Un postier l’avait caché en le recouvrant de colis et de paquets. D’Angoulême, nous reprîmes le train vers Chalais. Affamés, nous mangeâmes les deux dernières boîtes de sardines et un restaurateur compatissant nous fournit du pain. Je retrouvai mon frère Kleinhentz Joseph resté en Charente avec sa famille. Je travaillai d’abord chez un exploitant-viticulteur grossiste. Le salaire y était maigre. Je trouvai un nouveau job à la briqueterie spécialisée en pierres réfractaires. J’y restai un an et demi. Justin travaillait dans les forêts comme bûcheron et je le revois encore attelant ses deux ânes au charroi. Avec Klein Willy et Julien Steinmetz originaires de Henriville, j’entrai dans les F.F.I . Nous avons ratissé les bois à la recherche des miliciens. Mais mon vieux métier reprit ses droits dans cette armée de l’intérieur.

J’étais boucher dans le civil, et cela m’a toujours réussi. Déjà en 1940, j’étais le boucher du régiment lors de notre montée vers la Belgique. Sous les bombes, on y est d’ailleurs plus vite sorti que rentré ! Nous avons pu sauver un camion de vin (?) de la frénésie des Stukas, pas pour longtemps car leurs zélés pilotes revinrent et lancèrent des bombes sur un pâté de maisons. A vingt mètres de notre cave, une bombe éclata, tuant un cheval. Les gens nous mirent en cause et nous demandèrent de déguerpir.

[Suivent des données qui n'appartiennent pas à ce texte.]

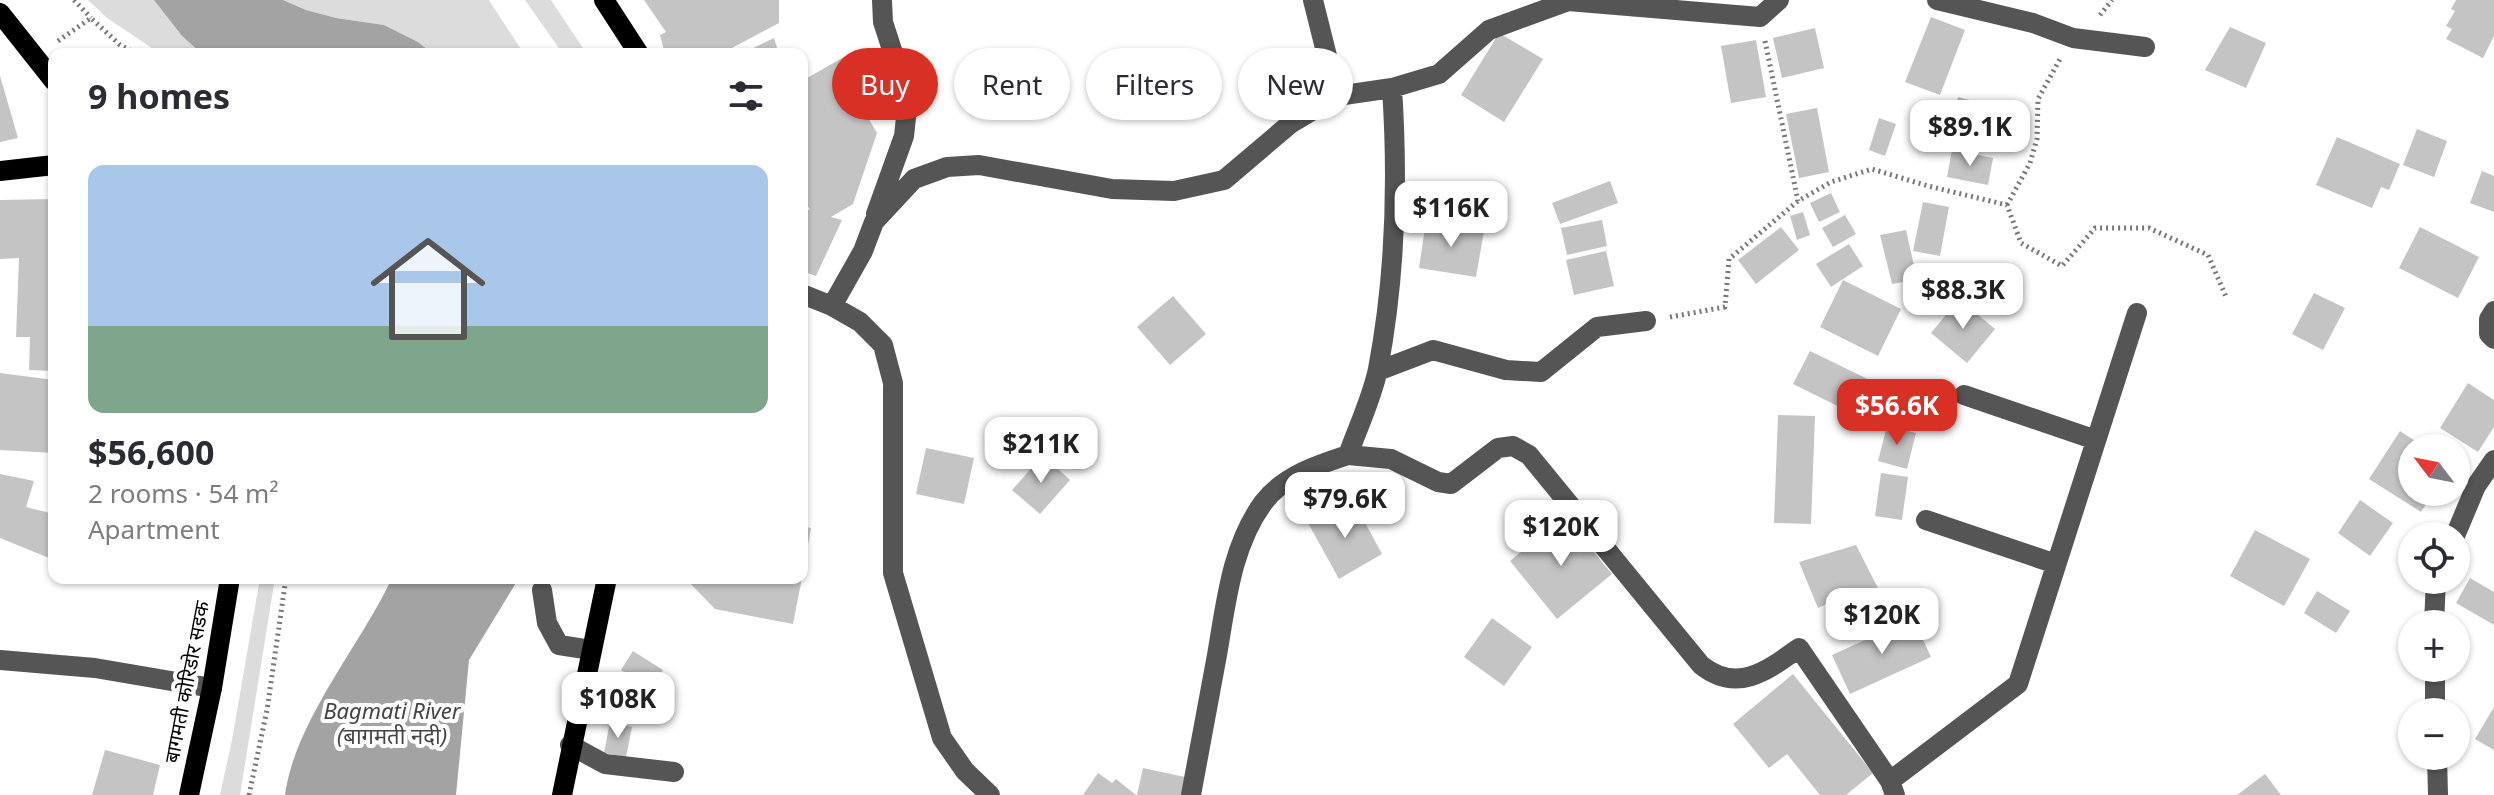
<!DOCTYPE html>
<meta charset="utf-8">
<style>
:root{--surface:#fff;--page:#f7f7f7;--text:#2b2b33;--muted:#7c7c81;--accent:#d93025}
body{margin:0;font-family:"Noto Sans","Noto Sans Devanagari",sans-serif;background:var(--page);color:var(--text);height:100vh;display:flex;flex-direction:column;font-size:30px;white-space:nowrap}
*{box-sizing:border-box;margin:0}
p{font-size:26px;color:var(--muted)}
.icon{flex:none;width:44px;height:44px;fill:none;stroke:currentColor;stroke-width:2;stroke-linecap:round;stroke-linejoin:round}
.map{position:relative;flex:1;overflow:hidden}
.details{position:absolute;left:48px;top:48px;width:760px;height:536px;display:flex;flex-direction:column;background:var(--surface);border-radius:16px;box-shadow:0 2px 6px #0004}
.details>*{flex:none}
.hud{position:absolute;left:832px;top:48px;width:760px;height:72px;display:flex;gap:16px}
.needle{width:52px;rotate:302deg}
.tools{position:absolute;left:2398px;top:434px;display:grid;gap:16px}
.tools a{display:grid;place-items:center;width:72px;height:72px;border-radius:50%;background:var(--surface);box-shadow:0 2px 6px #0004;font-size:40px}
.price{position:absolute;translate:-50% -68px;padding:0 18px;border-radius:16px;background:#fff;color:#222;font-size:26px;line-height:52px;filter:drop-shadow(0 2px 4px #0008)}
.price::after{content:'';position:absolute;left:50%;top:48px;width:24px;height:18px;margin-left:-12px;background:inherit;clip-path:polygon(0 0,100% 0,50% 100%)}
.price.on{background:var(--accent);color:#fff}
ul{padding:0;list-style:none}
li{display:grid;align-content:center;gap:16px;height:424px;padding:0 40px}
li span{display:grid;place-items:center;height:248px;border-radius:16px;color:#555}
li>.icon{margin-inline-start:auto}
span .icon{width:144px;height:144px;fill:#fffc;stroke-width:1}
li b{font-size:34px}
h2{display:flex;justify-content:space-between;align-items:center;height:96px;padding:0 40px;font-size:34px}
.tag{padding:0 28px;border-radius:36px;background:var(--surface);box-shadow:0 2px 6px #0004;font-size:28px;line-height:72px}
.tag.on{background:var(--accent);color:#fff}
.map>svg:first-child{display:block}
</style>
<div class="map">
<svg width="2494" height="795" viewBox="0 0 2494 795">
<rect width="100%" height="100%" fill="#fff"/>
<path fill="#dcdcdc" d="M88,0h66l28,36 20,18h-41l-54,-36z
M283,0h206l35,54h-91l-15,-12 -34,-17 -48,-7 -30,-8z
M525,0h26l36,54h-24z
M260,578h15l-35,217h-20l12,-55z"/>
<path fill="#a3a3a3" d="M154,0h129l23,10 30,8 48,7 34,17 15,12h-231l-20,-18z
M392,578h127l-50,82 -13,135h-171c10,-74 75,-149 107,-217z"/>
<path fill="#c4c4c4" d="M644,0h135v23l-49,26 4,5h-69l-5,-19 6,-3z
M2456,0h38v36l-11,22 -37,-19 6,-10 -6,-3 9,-15 -4,-2z
M1931,17l34,13 -25,65 -35,-13z
M2230,27l36,16 -20,45 -41,-18z
M1815,28l9,40 -42,10 -9,-40z
M1499,33l44,26 -39,63 -43,-27z
M774,38l5,16h-38z
M1756,40l10,57 -35,6 -10,-57z
M856,50l30,52 -20,12 11,19 -24,71 -22,13 11,3 -26,56 -14,-5v-63l8,2 -8,-15v-114z
M0,76l18,62 -18,4z
M1958,97l28,7 -12,48 -28,-7z
M1817,108l12,64 -30,6 -13,-64z
M1879,118l17,6 -11,32 -16,-6z
M2417,129l30,12 -13,36 -31,-12z
M2337,137l63,27 -11,26 -8,-3 -9,21 -56,-23z
M1952,150l41,8 -5,27 -41,-8z
M2482,171l12,5v36l-24,-9z
M1610,181l8,22 -58,21 -8,-21z
M1831,193l9,19 -21,10 -9,-19z
M54,199v172l-25,-1 1,-33h-14l3,-79 -19,1v-59z
M1923,202l26,5 -9,49 -27,-5z
M1803,212l7,23 -13,5 -7,-24z
M1845,215l11,19 -23,13 -11,-19z
M1602,220l5,26 -40,9 -6,-27z
M1426,221l58,10 -8,46 -57,-9z
M1781,227l18,23 -43,34 -18,-24z
M2420,227l59,30 -21,41 -59,-30z
M1906,230l11,49 -25,5 -12,-49z
M1849,244l14,22 -32,21 -15,-23z
M1606,251l8,35 -40,9 -8,-35z
M1843,280l58,29 -23,47 -58,-29z
M2314,293l31,15 -22,42 -31,-16z
M1173,296l33,38 -36,31 -33,-38z
M1959,299l36,30 -28,34 -36,-30z
M1810,351l74,36 -16,34 -75,-37z
M0,373l54,7v73l-54,-3z
M2468,383l26,17v27l-16,25 -38,-24z
M1778,415l37,1 -4,108 -37,-1z
M1887,426l29,7 -9,36 -29,-8z
M2400,431l26,17h-14v44h22l-13,20 -52,-33z
M926,448l48,10 -10,46 -48,-10z
M1043,455l27,25 -30,34 -28,-24z
M1881,473l27,4 -6,43 -27,-4z
M0,474l34,7 -8,26 28,7v46l-54,-22z
M2360,500l33,23 -23,33 -32,-23z
M1355,504l27,50 -43,25 -31,-56 28,-16 4,6z
M1564,516l48,58 -55,45 -47,-58z
M802,526l9,2 -7,40h-2z
M2255,530l55,29 -26,47 -54,-30z
M1856,545l27,53 -18,7 -7,-15 -40,18 -19,-46z
M685,578h117l-9,46 -78,-15z
M2470,578l24,14v33l-38,-22z
M2317,591l33,20 -14,22 -32,-20z
M1492,618l40,29 -28,39 -40,-29z
M1913,618l18,39 -81,37 -18,-39z
M633,651l30,19 -11,19 -31,-19z
M1793,674l80,99 -27,22h-26l-33,-41 -18,14 -36,-44z
M2494,707v43l-19,-11z
M610,722l22,5 -6,30 -22,-4z
M105,750l55,15 -7,30h-61z
M1143,768l42,9 -3,18h-45z
M1098,773l14,10 4,-4 20,16h-53z
M2265,774l16,21h-44z"/>
<g fill="none" stroke-linecap="round" stroke-linejoin="round">
<path stroke="#777" stroke-width="5" stroke-dasharray="2 4" stroke-linecap="butt" d="M74,0l17,18
M2100,15l12,-15
M58,41l33,-23 29,27 17,9
M1765,41l33,160
M2007,205l23,-42 7,-24 1,-40 22,-40
M1670,317l55,-10 4,-48 69,-58 33,-19 41,-13 56,17 79,19 14,38 41,23 33,-38h54l59,27 19,44
M249,795l18,-85 19,-132"/>
<path stroke="#555" stroke-width="20" d="M1313,0l24,96 55,-8
M1937,0l96,23 40,15 72,9
M876,214l28,-78 4,-37 -25,-77 -1,-22
M802,294l30,12 28,16 23,23 10,38v190l49,165 23,33 25,24
M832,306l31,-55 11,-29 40,-43 33,-12 32,-2 133,24 62,2 50,-11 66,-56 47,-28
M2494,311l-5,8v15l5,5
M1378,371l55,-21 73,20 35,2 56,-45 49,-6
M1964,395l132,45
M1348,455l43,4 47,23 13,2 47,-36 15,-2 16,9 172,210c36,29 66,6 98,-17l91,133 5,14
M1926,520l130,44
M2455,536l21,-50 18,-26
M542,590l5,33 12,22 32,5
M2434,624l2,-44
M0,660l95,8 117,20
M2435,668v44
M570,745l35,19 69,8
M2437,756l1,39
M1890,781l128,-97 119,-371
M1191,795c9,-47 17,-93 26,-140 9,-51 14,-108 46,-152 20,-27 54,-38 85,-48 10,-28 24,-57 30,-86 17,-90 20,-190 14,-281l47,-14 50,-44 79,-29 192,16 19,-17"/>
<path stroke="#000" stroke-width="20" d="M604,0l35,54
M0,13l54,68
M0,171l54,-6
M189,795l23,-107 18,-110
M562,795l45,-217"/>
</g>
<g text-anchor="middle" stroke-width="8" stroke-linejoin="round" paint-order="stroke">
<g font-size="20" fill="#000" stroke="#fff">
<text transform="translate(187 682) rotate(-79)" y="7">बागमती कोरिडोर सडक</text>
</g>
<g font-size="22" font-style="italic" fill="#444" stroke="#fff">
<text x="392" y="719">Bagmati River<tspan x="392" dy="25">(बागमती नदी)</tspan></text>
</g>
</g>
</svg>
<div class="tools">
<a><svg class="needle" viewBox="-14 -14 28 28"><path d="M0-13l5 13h-10z" fill="#e53935"/><path d="M0 13l5-13h-10z" fill="#7c7c81"/></svg></a>
<a><svg class="icon" aria-label="locate" viewBox="0 0 24 24"><circle cx="12" cy="12" r="6"/><path d="M12 2v4M12 18v4M2 12h4M18 12h4"/></svg></a>
<a>+</a>
<a>−</a>
</div>
<b class="price" style="left:1970px;top:168px">$89.1K</b>
<b class="price" style="left:1451px;top:249px">$116K</b>
<b class="price" style="left:1963px;top:331px">$88.3K</b>
<b class="price on" style="left:1897px;top:447px">$56.6K</b>
<b class="price" style="left:1041px;top:485px">$211K</b>
<b class="price" style="left:1345px;top:540px">$79.6K</b>
<b class="price" style="left:1561px;top:568px">$120K</b>
<b class="price" style="left:1882px;top:656px">$120K</b>
<b class="price" style="left:618px;top:740px">$108K</b>
<div class="hud">
<a class="tag on">Buy</a>
<a class="tag">Rent</a>
<a class="tag">Filters</a>
<a class="tag">New</a>
</div>
<section class="details">
<h2>9 homes<svg class="icon" aria-label="filters" viewBox="0 0 24 24"><path d="M4 7h16M4 17h16"/><circle cx="9" cy="7" r="2"/><circle cx="15" cy="17" r="2"/></svg></h2>
<ul>
<li><span style="background:linear-gradient(#a9c7e8 65%,#7fa58c 0)"><svg class="icon" aria-label="home" viewBox="0 0 24 24"><path d="M3 11l9-7 9 7M6 9v11h12V9"/></svg></span><div><b>$56,600</b><p>2 rooms · 54 m²</p><p>Apartment</p></div></li>
</ul>
</section>
</div>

Fait prisonnier à Pithiviers, je restai quatre semaines dans le camp avant d’être démobilisé comme Alsacien-Lorrain. Me revoilà bien sûr, en 1944 boucher attitré des F.F.I . Je leur servis un taureau attrapé dans les marais salants longeant l’île d’Oléron. Nos patrouilles nous ramenèrent une sentinelle autrichienne faite prisonnière. Je fis merveille dans l’art d’élaborer les saucisses lorraines que mes compagnons d’armes ne connaissaient pas. Tout le monde sait que le cochon transforme les cochonneries qu’il avale en cochonnailles délectables et mes produits trouvèrent une place d’honneur sur la table du capitaine Leclerc (un homonyme)..... »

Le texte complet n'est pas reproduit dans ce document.